# [Exercise data]
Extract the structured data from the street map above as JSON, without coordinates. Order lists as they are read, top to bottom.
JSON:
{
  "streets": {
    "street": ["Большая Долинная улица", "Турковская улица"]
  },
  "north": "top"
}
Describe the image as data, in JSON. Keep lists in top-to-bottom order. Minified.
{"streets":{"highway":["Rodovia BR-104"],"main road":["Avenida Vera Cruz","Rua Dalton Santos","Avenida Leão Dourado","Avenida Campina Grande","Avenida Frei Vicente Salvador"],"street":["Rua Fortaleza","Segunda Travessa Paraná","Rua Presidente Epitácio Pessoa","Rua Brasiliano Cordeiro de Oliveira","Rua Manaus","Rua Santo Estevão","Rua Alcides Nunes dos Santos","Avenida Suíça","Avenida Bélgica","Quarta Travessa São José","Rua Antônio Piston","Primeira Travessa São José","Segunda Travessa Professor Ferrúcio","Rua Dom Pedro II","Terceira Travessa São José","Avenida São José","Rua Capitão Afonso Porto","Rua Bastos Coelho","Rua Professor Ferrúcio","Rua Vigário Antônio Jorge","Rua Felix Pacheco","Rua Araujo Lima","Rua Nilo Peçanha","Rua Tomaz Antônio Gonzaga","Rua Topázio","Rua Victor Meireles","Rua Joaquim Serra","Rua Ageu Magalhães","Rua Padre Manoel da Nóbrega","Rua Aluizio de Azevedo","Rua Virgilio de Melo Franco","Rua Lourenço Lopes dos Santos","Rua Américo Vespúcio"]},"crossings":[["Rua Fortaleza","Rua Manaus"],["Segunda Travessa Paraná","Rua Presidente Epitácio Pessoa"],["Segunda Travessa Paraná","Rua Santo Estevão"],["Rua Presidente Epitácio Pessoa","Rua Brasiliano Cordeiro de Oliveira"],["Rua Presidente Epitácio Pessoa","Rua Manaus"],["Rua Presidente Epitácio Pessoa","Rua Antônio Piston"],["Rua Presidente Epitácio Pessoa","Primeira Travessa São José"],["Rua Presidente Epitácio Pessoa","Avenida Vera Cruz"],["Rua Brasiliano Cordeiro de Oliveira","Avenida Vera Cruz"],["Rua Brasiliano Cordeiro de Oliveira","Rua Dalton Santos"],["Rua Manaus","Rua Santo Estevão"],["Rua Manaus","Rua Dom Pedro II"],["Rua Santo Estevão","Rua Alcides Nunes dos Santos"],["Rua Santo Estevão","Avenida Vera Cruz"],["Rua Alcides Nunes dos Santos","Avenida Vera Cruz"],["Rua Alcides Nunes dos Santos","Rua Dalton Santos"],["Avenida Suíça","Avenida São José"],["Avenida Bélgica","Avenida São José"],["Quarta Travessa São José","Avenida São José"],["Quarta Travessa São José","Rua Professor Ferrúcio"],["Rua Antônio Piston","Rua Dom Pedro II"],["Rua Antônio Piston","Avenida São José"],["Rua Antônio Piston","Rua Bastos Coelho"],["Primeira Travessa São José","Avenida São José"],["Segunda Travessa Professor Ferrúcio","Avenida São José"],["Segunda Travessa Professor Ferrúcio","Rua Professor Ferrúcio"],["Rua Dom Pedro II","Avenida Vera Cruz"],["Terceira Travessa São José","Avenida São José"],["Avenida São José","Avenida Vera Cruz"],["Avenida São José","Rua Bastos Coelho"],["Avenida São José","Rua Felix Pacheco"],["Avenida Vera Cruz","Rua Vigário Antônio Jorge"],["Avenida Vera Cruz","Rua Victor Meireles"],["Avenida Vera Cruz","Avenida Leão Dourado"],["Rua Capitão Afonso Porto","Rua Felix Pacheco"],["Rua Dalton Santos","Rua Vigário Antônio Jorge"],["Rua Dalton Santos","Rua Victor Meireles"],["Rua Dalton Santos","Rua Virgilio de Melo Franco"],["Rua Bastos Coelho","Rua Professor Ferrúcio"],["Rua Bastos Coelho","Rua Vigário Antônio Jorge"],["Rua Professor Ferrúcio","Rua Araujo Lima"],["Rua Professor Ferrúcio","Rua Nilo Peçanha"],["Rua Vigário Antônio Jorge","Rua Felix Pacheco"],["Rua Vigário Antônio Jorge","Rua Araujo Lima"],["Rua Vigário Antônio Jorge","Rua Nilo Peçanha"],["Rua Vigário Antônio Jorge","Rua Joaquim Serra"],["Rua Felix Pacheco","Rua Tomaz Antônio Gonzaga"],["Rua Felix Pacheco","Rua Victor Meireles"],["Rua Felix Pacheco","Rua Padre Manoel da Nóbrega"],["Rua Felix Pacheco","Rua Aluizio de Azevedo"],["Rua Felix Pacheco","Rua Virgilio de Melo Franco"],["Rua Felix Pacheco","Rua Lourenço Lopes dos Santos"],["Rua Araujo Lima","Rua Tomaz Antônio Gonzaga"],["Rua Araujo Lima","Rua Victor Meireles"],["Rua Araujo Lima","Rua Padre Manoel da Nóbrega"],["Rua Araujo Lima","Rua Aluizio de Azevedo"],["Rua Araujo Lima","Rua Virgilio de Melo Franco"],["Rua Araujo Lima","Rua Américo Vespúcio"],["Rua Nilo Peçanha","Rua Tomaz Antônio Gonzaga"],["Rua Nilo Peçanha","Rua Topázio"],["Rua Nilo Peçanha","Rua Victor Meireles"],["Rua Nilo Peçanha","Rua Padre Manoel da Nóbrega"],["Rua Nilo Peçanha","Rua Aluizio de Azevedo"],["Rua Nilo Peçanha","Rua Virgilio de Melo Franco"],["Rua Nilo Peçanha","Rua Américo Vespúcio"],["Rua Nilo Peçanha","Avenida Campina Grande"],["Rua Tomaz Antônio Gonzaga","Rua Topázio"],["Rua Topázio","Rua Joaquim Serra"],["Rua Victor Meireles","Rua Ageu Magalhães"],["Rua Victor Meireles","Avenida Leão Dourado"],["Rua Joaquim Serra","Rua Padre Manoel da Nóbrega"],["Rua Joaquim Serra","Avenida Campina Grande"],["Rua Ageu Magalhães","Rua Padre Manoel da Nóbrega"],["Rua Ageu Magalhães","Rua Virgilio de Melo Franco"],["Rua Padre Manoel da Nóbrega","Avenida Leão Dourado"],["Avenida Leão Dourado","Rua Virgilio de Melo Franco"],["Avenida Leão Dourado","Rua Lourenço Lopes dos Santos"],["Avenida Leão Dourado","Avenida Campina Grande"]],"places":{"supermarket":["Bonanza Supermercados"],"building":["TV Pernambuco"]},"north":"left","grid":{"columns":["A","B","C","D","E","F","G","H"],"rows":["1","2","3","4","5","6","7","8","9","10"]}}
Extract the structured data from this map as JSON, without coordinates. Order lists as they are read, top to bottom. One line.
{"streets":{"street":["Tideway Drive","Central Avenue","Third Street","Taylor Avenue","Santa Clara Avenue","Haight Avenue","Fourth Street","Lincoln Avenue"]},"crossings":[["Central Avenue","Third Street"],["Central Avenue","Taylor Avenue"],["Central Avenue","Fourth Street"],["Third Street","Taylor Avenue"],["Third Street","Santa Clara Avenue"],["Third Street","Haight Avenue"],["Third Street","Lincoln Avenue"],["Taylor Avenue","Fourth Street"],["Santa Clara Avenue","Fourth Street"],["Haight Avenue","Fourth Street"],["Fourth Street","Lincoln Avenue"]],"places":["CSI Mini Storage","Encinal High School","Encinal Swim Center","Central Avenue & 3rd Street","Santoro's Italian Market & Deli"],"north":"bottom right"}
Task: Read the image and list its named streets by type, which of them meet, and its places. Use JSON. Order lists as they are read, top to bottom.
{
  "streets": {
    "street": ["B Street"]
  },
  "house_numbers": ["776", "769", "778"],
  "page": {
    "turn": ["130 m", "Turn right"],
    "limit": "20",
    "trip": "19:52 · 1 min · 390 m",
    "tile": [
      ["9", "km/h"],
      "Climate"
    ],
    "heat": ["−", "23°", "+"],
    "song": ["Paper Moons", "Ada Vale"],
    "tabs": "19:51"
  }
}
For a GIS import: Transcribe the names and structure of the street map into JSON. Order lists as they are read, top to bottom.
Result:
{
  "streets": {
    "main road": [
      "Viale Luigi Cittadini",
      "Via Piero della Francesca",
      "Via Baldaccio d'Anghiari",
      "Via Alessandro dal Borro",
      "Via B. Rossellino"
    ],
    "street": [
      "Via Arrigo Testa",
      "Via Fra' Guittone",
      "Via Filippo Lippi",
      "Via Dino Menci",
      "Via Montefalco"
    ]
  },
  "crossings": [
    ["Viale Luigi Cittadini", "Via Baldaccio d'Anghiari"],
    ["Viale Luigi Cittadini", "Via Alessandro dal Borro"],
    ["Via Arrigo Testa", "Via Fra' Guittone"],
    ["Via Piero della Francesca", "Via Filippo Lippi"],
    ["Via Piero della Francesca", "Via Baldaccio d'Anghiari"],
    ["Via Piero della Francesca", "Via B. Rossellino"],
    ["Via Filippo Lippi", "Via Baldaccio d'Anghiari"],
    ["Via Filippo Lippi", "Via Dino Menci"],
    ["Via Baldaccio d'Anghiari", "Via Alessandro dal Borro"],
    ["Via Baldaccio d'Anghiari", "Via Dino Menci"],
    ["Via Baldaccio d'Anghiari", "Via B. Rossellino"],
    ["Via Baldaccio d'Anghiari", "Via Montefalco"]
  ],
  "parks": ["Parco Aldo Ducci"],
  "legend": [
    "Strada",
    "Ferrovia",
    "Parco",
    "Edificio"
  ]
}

# [What you should do]
The required output is every line above from the one with "Extract the structured data from this" down to the one with "For a GIS import: Transcribe", restated word for word, ends included.

# [Output of the exercise]
Extract the structured data from this map as JSON, without coordinates. Order lists as they are read, top to bottom. One line.
{"streets":{"street":["Tideway Drive","Central Avenue","Third Street","Taylor Avenue","Santa Clara Avenue","Haight Avenue","Fourth Street","Lincoln Avenue"]},"crossings":[["Central Avenue","Third Street"],["Central Avenue","Taylor Avenue"],["Central Avenue","Fourth Street"],["Third Street","Taylor Avenue"],["Third Street","Santa Clara Avenue"],["Third Street","Haight Avenue"],["Third Street","Lincoln Avenue"],["Taylor Avenue","Fourth Street"],["Santa Clara Avenue","Fourth Street"],["Haight Avenue","Fourth Street"],["Fourth Street","Lincoln Avenue"]],"places":["CSI Mini Storage","Encinal High School","Encinal Swim Center","Central Avenue & 3rd Street","Santoro's Italian Market & Deli"],"north":"bottom right"}
Task: Read the image and list its named streets by type, which of them meet, and its places. Use JSON. Order lists as they are read, top to bottom.
{
  "streets": {
    "street": ["B Street"]
  },
  "house_numbers": ["776", "769", "778"],
  "page": {
    "turn": ["130 m", "Turn right"],
    "limit": "20",
    "trip": "19:52 · 1 min · 390 m",
    "tile": [
      ["9", "km/h"],
      "Climate"
    ],
    "heat": ["−", "23°", "+"],
    "song": ["Paper Moons", "Ada Vale"],
    "tabs": "19:51"
  }
}
For a GIS import: Transcribe the names and structure of the street map into JSON. Order lists as they are read, top to bottom.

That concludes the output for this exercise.